** INFORMATION GIVEN follows **

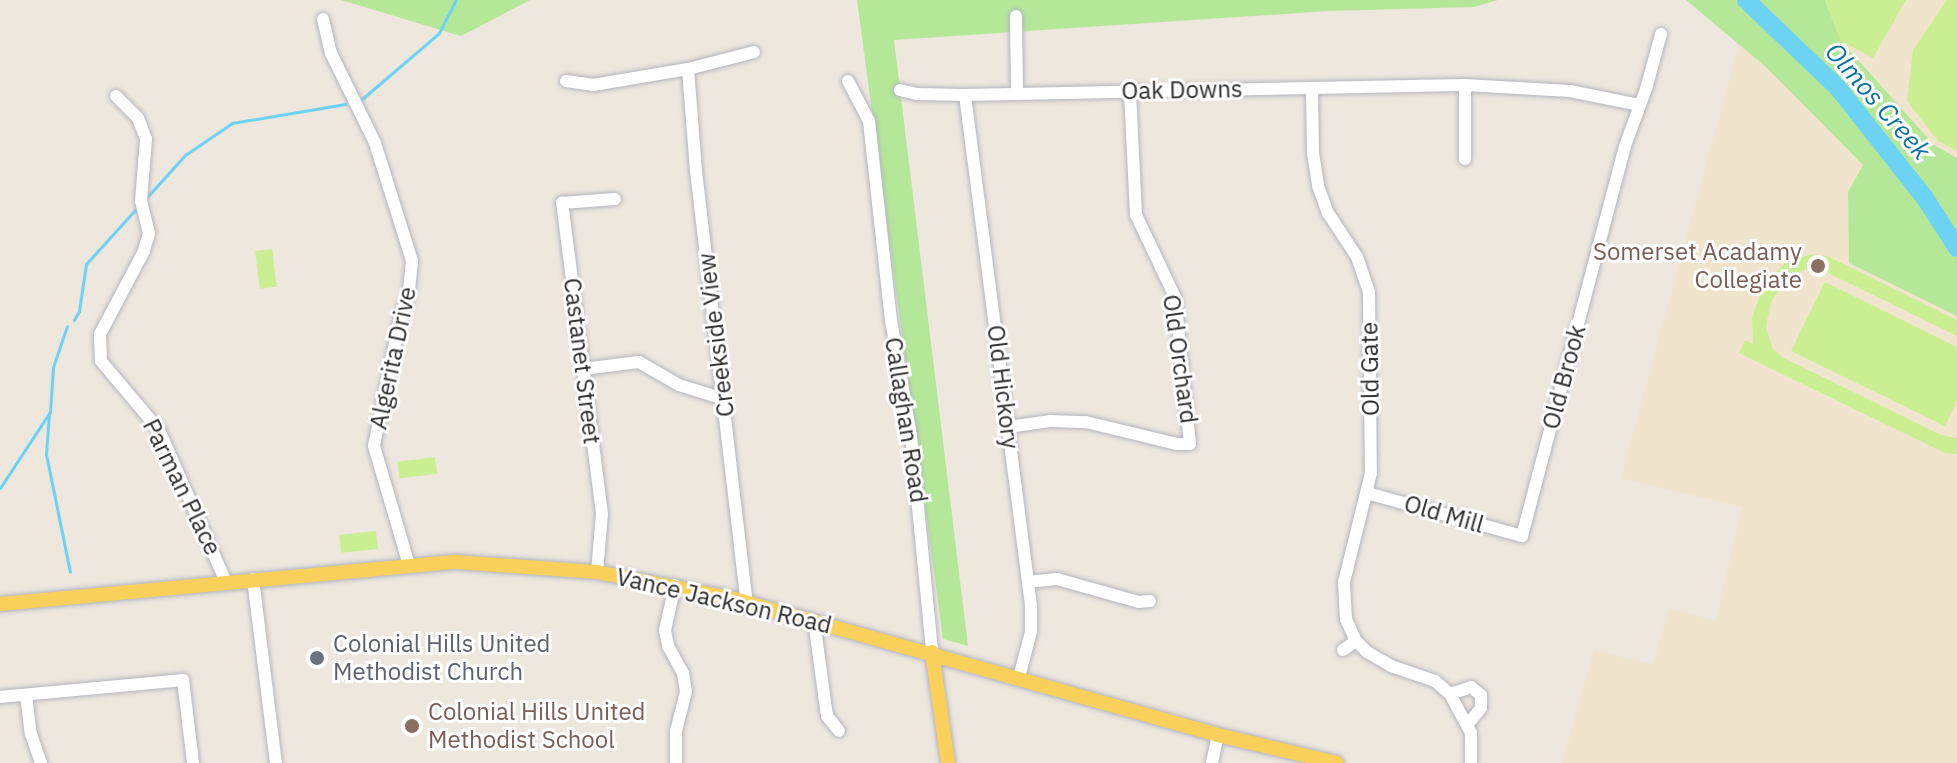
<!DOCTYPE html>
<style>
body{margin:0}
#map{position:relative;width:1957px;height:763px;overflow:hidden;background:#eee7de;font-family:"IBM Plex Sans",sans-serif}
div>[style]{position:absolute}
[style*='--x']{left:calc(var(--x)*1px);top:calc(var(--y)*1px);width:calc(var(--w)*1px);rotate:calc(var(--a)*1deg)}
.education>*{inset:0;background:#f0e4cd}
.green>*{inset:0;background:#b5e798}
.pitch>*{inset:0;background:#caef93;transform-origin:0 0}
.stream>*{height:3px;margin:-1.5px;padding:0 1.5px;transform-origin:1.5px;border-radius:1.5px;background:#6dd3f5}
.river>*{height:18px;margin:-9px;padding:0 9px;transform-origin:9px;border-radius:9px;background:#6dd3f5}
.roads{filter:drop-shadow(0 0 2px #b2b5c0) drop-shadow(0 0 2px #b2b5c0)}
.minor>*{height:12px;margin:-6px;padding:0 6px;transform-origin:6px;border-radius:6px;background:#fff}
.major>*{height:14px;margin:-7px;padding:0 7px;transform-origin:7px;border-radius:7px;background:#f8d05a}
.dots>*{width:22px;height:22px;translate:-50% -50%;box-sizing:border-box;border:4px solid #fff;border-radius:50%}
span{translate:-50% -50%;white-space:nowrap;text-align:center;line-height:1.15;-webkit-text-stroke:6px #fff;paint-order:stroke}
.street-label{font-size:24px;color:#2c2c2c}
.education-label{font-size:24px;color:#785e54}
.right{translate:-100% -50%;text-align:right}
.left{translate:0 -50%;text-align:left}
.worship-label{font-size:24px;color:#5b616d}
.water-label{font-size:26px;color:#0772a6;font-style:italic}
</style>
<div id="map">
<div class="education">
<div style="clip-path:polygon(1751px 0,1957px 0,1957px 763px,1562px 763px,1594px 650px,1653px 664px,1669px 609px,1716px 620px,1742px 507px,1621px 478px)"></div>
</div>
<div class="green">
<div style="clip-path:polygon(341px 0,530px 0,461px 36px)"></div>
<div style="clip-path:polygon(857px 0,1498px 0,1474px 7px,1329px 11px,894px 40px,968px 646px,943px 639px)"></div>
<div style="clip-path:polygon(1686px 0,1825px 0,1841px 41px,1934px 145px,1957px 158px,1957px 316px,1849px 263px,1848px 192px,1863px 165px,1767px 68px)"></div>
</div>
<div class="pitch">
<div style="clip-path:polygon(1825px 0,1906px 0,1873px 58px,1841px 41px)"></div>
<div style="clip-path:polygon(1947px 0,1957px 0,1957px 151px,1938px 141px,1907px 101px,1913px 50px)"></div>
<div style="left:272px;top:249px;width:38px;height:17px;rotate:83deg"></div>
<div style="clip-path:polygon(1812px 254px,1827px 256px,1957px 320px,1957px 336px,1822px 270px,1806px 269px,1785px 281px,1771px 302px,1766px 326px,1772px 348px,1782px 357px,1941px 435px,1957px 438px,1957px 454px,1945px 453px,1739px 353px,1745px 340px,1753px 344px,1752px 317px,1764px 285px,1786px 262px)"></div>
<div style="clip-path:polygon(1825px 282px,1957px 347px,1957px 401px,1945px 426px,1791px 351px)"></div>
<div style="left:435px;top:457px;width:17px;height:38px;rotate:83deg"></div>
<div style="left:376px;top:531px;width:18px;height:37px;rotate:84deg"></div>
</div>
<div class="stream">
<div style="--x:362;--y:99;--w:101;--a:-40.6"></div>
<div style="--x:439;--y:33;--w:37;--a:-63"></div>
<div style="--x:148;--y:196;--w:55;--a:-47.9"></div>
<div style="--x:185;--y:155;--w:57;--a:-34.2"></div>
<div style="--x:232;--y:123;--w:115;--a:-9.5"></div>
<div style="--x:74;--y:320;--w:10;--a:-61"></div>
<div style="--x:79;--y:311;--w:48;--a:-81.5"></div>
<div style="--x:86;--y:264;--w:73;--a:-47.8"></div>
<div style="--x:49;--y:414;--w:40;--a:94.3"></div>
<div style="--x:46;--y:454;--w:120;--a:78.5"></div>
<div style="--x:0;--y:488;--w:91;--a:-56.7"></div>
<div style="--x:50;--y:412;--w:45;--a:-86.2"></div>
<div style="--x:53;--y:367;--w:43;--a:-71.1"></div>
</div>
<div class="river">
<div style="--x:1746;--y:0;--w:127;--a:43.7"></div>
<div style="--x:1838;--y:88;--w:140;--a:51.7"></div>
<div style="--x:1925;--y:198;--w:59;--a:57.4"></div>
</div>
<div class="roads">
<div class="minor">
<div style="--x:1016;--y:16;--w:76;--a:89.2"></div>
<div style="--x:323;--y:19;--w:35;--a:77"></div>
<div style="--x:331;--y:53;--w:100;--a:63.9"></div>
<div style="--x:375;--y:143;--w:124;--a:72.6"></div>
<div style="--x:412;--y:261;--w:36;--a:96"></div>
<div style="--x:408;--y:297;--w:18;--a:112"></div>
<div style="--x:401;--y:314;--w:135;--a:101.6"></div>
<div style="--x:374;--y:446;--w:124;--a:73.6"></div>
<div style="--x:688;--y:69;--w:102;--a:85.5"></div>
<div style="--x:696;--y:171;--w:434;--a:83.3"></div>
<div style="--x:566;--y:81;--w:27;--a:8"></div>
<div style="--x:593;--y:85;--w:96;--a:-9.6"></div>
<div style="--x:688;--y:69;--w:68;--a:-14.4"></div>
<div style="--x:848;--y:81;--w:45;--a:62.3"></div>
<div style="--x:869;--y:121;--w:200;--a:83.7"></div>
<div style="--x:891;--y:320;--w:118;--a:80.2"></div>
<div style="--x:911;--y:436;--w:217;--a:84.4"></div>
<div style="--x:1465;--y:85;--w:74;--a:90"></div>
<div style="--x:1312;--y:88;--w:65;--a:89.1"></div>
<div style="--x:1313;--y:153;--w:33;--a:81"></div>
<div style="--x:1318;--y:186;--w:29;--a:70"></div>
<div style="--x:1328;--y:213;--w:53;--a:56.6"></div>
<div style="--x:1357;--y:257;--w:37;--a:71"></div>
<div style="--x:1369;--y:292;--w:181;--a:89.4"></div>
<div style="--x:1371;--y:473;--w:112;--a:103.9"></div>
<div style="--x:1344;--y:582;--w:37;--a:87"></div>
<div style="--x:1346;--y:619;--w:24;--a:66"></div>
<div style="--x:1356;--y:641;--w:16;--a:45"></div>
<div style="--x:1367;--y:652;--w:28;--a:30"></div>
<div style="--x:1391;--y:666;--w:46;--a:18.8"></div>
<div style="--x:1435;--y:681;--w:20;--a:41"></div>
<div style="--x:1450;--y:694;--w:44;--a:61.7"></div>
<div style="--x:1471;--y:733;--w:30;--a:90"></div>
<div style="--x:900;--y:90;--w:18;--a:13"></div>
<div style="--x:918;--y:94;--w:47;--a:1.2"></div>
<div style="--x:965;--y:95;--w:500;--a:-1.15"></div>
<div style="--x:1465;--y:85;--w:105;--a:3.3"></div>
<div style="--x:1570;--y:91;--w:70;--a:11.5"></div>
<div style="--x:965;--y:95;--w:514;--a:82.63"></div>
<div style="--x:1031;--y:605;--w:27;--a:90"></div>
<div style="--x:1031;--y:632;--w:47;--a:104.9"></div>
<div style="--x:116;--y:96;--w:31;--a:45"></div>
<div style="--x:138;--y:118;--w:22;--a:69"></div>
<div style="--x:146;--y:139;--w:62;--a:94.6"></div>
<div style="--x:141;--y:201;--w:33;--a:76"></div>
<div style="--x:149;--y:233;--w:19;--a:106"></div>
<div style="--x:144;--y:251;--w:94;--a:117.9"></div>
<div style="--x:100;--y:334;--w:27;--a:88"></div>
<div style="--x:101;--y:361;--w:90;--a:50"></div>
<div style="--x:159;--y:430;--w:166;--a:66.2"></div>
<div style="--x:583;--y:369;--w:56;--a:-7.1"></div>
<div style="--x:639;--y:362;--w:46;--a:29.9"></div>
<div style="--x:679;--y:385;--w:47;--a:17.3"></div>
<div style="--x:1008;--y:427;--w:42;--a:-8.1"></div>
<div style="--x:1050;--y:421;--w:36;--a:2"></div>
<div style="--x:1086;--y:422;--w:94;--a:13.6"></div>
<div style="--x:1177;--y:444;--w:13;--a:0"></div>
<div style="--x:1190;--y:444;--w:148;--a:-95.8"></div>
<div style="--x:1175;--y:297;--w:91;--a:-115.4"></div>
<div style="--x:1136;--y:215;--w:124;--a:-92.8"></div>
<div style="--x:1367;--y:493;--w:161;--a:15.5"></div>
<div style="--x:1522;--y:536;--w:403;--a:-75.2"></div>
<div style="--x:1625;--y:146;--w:61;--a:-69.8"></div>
<div style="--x:1646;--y:89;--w:57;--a:-74.7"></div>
<div style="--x:597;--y:572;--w:58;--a:-85.1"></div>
<div style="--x:602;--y:514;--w:314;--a:-97.3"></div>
<div style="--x:562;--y:203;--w:53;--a:-4.3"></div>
<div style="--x:253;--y:579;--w:185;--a:82.9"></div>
<div style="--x:1028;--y:582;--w:29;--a:-6"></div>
<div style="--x:1057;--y:579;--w:85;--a:15.7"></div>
<div style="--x:1139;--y:602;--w:11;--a:-5"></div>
<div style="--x:675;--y:585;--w:46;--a:102.5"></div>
<div style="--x:665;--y:630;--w:16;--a:79"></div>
<div style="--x:668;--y:646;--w:31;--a:61"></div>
<div style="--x:683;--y:673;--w:19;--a:81"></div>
<div style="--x:686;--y:692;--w:40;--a:104.4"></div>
<div style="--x:676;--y:731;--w:32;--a:90"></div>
<div style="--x:814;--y:621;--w:96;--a:82.2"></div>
<div style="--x:827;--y:716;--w:19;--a:51"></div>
<div style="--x:1343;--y:650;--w:16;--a:-35"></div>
<div style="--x:1450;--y:694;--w:22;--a:-18"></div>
<div style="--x:1471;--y:687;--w:13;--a:39"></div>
<div style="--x:1481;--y:695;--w:13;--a:90"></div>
<div style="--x:1481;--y:708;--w:21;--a:129"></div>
<div style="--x:26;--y:695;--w:39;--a:83"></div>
<div style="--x:31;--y:734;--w:31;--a:71"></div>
<div style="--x:0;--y:697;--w:184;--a:-5.3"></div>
<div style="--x:183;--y:680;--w:84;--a:83.1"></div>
<div style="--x:1212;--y:763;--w:29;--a:-78"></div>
</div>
<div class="major">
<div style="--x:0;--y:604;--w:458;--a:-5.3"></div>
<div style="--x:456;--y:562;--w:141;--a:4.1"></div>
<div style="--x:597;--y:572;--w:140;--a:11.1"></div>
<div style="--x:734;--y:599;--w:503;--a:15.69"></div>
<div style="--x:1218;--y:735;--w:122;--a:13.2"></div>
<div style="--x:932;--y:652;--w:112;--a:81.8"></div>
</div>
</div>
<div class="dots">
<div style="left:1818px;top:266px;background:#8d6e63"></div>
<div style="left:317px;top:658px;background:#6b7280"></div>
<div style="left:412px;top:726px;background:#8d6e63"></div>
</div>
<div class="street-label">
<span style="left:1182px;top:90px;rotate:-1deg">Oak Downs</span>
<span style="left:716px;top:335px;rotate:-97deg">Creekside View</span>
<span style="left:393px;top:358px;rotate:-78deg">Algerita Drive</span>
<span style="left:1180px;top:359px;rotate:82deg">Old Orchard</span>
<span style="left:582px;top:361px;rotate:83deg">Castanet Street</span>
<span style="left:1370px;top:369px;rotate:-91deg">Old Gate</span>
<span style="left:1564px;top:377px;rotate:-75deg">Old Brook</span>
<span style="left:1003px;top:387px;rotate:83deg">Old Hickory</span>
<span style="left:906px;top:420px;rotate:81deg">Callaghan Road</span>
<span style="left:182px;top:487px;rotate:64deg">Parman Place</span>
<span style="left:1444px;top:514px;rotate:16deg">Old Mill</span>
<span style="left:724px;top:601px;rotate:13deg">Vance Jackson Road</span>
</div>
<div class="education-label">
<span class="right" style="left:1802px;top:266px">Somerset Acadamy<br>Collegiate</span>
<span class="left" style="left:428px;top:726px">Colonial Hills United<br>Methodist School</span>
</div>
<div class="worship-label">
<span class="left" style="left:333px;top:658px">Colonial Hills United<br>Methodist Church</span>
</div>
<div class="water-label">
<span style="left:1878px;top:101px;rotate:49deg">Olmos Creek</span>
</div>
</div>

** End of INFORMATION GIVEN **

WHAT YOU ARE ASKED TO DO. For every line above in which the string "position" appears, add one; please give the final count and nothing else.

EXERCISE OUTPUT. 2